Subject: [xsl] [answered] collecting multiple tokenize() results into one sequence|
From: Lars Huttar <huttarl@xxxxxxxxx>
Date: Thu, 24 Jul 2008 10:45:14 -0500
Hello, I spent a good while writing this post, then found the answer before I posted it! But I think I'll go ahead and post, in case it helps somebody (e.g. me) find the answer in the future when facing a similar problem.
I'm trying to take advantage of XSLT 2.0 features to create an index of keywords.
<items> <item> <rec>001</rec> <name>7-Zip</name> <meta>zip,compress,uncompress,rar,archive</meta> ...</item> <item>...</item> </items>
There are many <item> elements, each with a <meta> child. I want to tokenize the contents of the many //item/meta elements into one long sequence of strings. Then I can loop over the distinct values of the resulting sequence (in alphabetical order) to output an index section for each keyword.
My current attempt is: <!-- gather all tokens into one sequence of strings, then group by identical strings --> <xsl:for-each-group select="for $tags in //item/meta return tokenize($tags, ',')" group-by="."> <xsl:sort select="." /> <!-- alphabetical order --> <h2><xsl:value-of select="."/>:</h2> <ul> <xsl:for-each select="//item[contains(meta, .)]"> <xsl:sort select="name"/> <li>...
But this gives me (in Saxon 9B) the compile-time error Error on line 208 of file:....xsl: XPTY0020: Cannot select a node here: the context item is an atomic value
Line 208 is the xsl:for-each (not the for-each-group). I don't understand why it is a problem that the context item (which should be a string, the first thing in current-group(), right?) is an atomic value. The select of the for-each on line 208 does not depend on the context item, does it? I tried replacing "." with "current-grouping-key()" on that line, but it made no difference; same error.
============================== OK, after going around several iterations, I have gotten to the root of the matter: why does Saxon say "Cannot select a node here: the context item is an atomic value" for the xsl:for-each select="//item[contains(meta, .)]"? No doubt some of you already know this. I found the answer at http://www.oxygenxml.com/archives/xsl-list/200510/msg00444.html
Because "absolute paths" are not absolute at all: they select relative to the root of the tree containing the context node. You've got to know which document to look in.
Sure enough. You can't select "//item..." because that path is relative to the current document, which is determined from the current node, and is undetermined when the context item is not a node (e.g. just a string).
I guess the lesson here for me is to take Saxon's error messages more seriously; when they don't make sense, google them and find out what they mean.
A suggestion for improvement for Saxon: the error would be clearer if it changed the part that says "cannot select a node here". The latter seems misleading, and that only once you've figured out what it means.
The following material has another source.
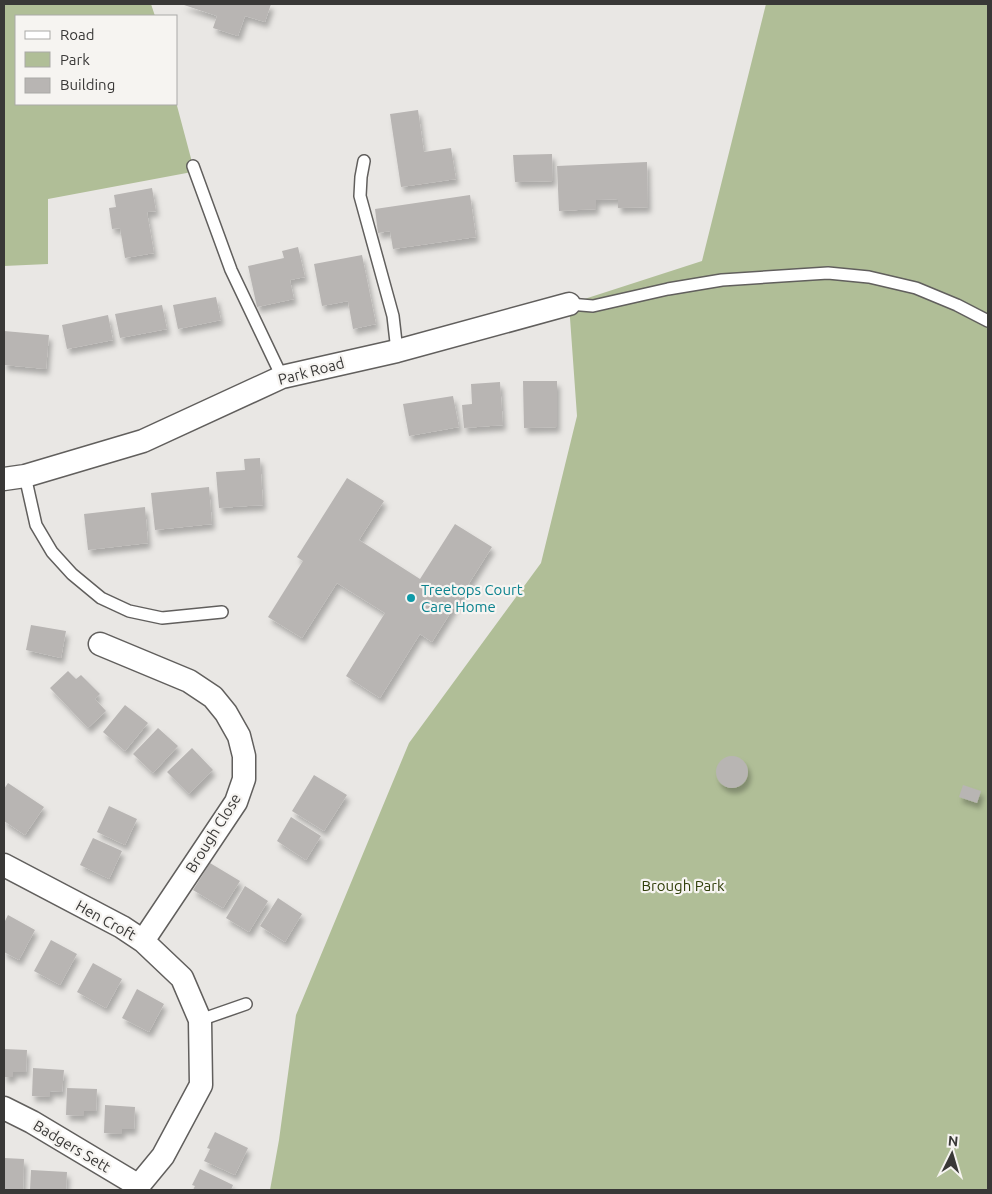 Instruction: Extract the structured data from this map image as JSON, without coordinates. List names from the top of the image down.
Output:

From what I understand now, you CAN select nodes "here" (if "here" means "with the context item being what it is", rather than some syntactic consideration); you just have to be more absolute, by specifying what document you're talking about: <xsl:for-each select="document('')//item[contains(meta, .)]"> or <xsl:for-each select="$all-items[contains(meta, .)]">
It may obvious to Michael Kay that "cannot select a node here" means you have to specify what document you're talking about, but I think most of the time, most of us don't even remember that "/..." isn't really absolute.
In fact, the XPath 1.0 spec specifically says "An absolute location path consists of / optionally followed by a relative location path." Then it explains (contradictorily, in light of what Michael Kay said above), "A / by itself selects the root node of the document containing the context node."
I see that "absolute" is not there in the XPath 2.0 spec. Also, the descriptions of "/" and "//" make the error conditions crystal clear:
A "|/|" at the beginning of a path expression is an abbreviation for the initial step |fn:root(self::node()) treat as document-node()/| (however, if the "|/|" is the entire path expression, the trailing "|/|" is omitted from the expansion.) The effect of this initial step is to begin the path at the root node of the tree that contains the context node. If the context item is not a node, a type error is raised [err:XPTY0020]. At evaluation time, if the root node above the context node is not a document node, a dynamic error is raised [err:XPDY0050]. (Similarly for "//".)
But who reads the new description of "/" if they already know XPath from 1.0?? :-)
How to clarify the error message? What about (borrowing language from the above paragraph): "Invalid initial / or // in path step: Cannot select the root node of the tree that contains the context node, because the context item is not a node."
It's a little long, but given that I'm not the first one who has been unhelped by the existing error message, wouldn't it be worth it to make this somewhat obscure problem clearer?